During the Clarence Thomas hearings, I remember being furious that the all-male Senate Judiciary Committee didn’t choose to differentiate between the weight of Anita Hill’s witnesses, who gave testimony corroborating her story, and Thomas’ witnesses, who did not give evidence supporting his version of Hill’s sexual harassment claim but instead merely testified that he was a nice guy.

The same thing happened at the Kavanagh hearings. Christine Blasey Ford’s testimony has been corroborated in several ways: her therapist’s notes from 2012, when she first spoke about the attempted rape; her husband naming Kavanaugh; Kavanaugh’s date book listing a group of friends he visited on July 1, which included Blasey Ford’s boyfriend at the time; and his yearbook page.

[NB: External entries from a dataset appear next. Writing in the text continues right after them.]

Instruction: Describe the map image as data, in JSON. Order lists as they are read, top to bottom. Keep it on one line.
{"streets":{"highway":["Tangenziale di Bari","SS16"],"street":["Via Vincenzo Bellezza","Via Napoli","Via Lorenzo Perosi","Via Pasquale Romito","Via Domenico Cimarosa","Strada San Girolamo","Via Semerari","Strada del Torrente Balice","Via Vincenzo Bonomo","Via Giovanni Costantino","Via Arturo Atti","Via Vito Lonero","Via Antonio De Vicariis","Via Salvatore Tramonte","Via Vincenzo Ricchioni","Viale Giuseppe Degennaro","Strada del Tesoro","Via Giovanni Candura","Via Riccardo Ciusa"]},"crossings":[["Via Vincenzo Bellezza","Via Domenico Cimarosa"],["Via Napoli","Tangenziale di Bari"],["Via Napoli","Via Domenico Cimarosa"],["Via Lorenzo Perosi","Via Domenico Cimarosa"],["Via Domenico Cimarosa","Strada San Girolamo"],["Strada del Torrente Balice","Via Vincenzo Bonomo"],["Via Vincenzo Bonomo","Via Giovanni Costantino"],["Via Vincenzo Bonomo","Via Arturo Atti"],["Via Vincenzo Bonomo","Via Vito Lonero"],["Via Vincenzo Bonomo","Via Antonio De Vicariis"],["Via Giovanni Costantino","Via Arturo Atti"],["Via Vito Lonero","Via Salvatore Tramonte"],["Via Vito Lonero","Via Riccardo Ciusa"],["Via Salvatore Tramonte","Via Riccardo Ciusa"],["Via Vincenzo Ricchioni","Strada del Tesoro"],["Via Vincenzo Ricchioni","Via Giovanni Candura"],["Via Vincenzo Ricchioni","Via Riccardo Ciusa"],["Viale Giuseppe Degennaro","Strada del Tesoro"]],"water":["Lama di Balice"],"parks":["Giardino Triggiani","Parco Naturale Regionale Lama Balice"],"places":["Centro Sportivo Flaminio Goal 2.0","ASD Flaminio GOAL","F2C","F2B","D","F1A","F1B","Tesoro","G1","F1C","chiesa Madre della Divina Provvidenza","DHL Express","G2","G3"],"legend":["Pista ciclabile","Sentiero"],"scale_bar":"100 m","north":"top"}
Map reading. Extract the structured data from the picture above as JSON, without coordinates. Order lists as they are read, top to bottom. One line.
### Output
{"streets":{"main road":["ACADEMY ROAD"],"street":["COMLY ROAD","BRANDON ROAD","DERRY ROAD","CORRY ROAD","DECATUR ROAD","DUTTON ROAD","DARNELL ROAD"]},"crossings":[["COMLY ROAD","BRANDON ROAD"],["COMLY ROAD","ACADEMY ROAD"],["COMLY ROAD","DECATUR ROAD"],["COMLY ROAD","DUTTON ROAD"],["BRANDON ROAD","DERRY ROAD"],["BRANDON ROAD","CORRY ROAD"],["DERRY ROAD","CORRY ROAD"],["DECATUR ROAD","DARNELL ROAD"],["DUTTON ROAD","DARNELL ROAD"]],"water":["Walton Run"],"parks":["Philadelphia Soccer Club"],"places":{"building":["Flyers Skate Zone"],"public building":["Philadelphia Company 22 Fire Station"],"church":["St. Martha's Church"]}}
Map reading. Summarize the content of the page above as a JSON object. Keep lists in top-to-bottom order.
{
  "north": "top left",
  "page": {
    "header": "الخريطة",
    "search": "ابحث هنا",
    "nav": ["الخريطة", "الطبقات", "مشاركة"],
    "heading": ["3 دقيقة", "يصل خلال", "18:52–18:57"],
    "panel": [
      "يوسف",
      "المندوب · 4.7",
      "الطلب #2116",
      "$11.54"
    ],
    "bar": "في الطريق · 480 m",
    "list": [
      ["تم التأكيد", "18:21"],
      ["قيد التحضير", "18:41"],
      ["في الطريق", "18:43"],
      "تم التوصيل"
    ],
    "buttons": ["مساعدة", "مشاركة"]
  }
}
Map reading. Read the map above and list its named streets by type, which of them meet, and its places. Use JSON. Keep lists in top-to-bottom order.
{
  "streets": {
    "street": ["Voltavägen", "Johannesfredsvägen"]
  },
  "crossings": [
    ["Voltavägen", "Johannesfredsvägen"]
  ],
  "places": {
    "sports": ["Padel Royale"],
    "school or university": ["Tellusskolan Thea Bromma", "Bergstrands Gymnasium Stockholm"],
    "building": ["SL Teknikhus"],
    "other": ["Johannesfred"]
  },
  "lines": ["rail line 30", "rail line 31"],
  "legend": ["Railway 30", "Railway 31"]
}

Faced with such credible evidence of the attempted rape charge, Kavanagh did what Thomas had done 27 years earlier — he went on the offensive. And Senate Republicans, whose hired prosecutor could not poke holes in Ford’s testimony, angrily blamed Democrats.

The evidence supporting Ford’s testimony carries more weight than the evidence given by Kavanaugh and his supporters. Plus, his anger and partisanship have no place on the court.

I hope senators have learned something over the last 27 years. If not, there’s always the election on Nov. 6.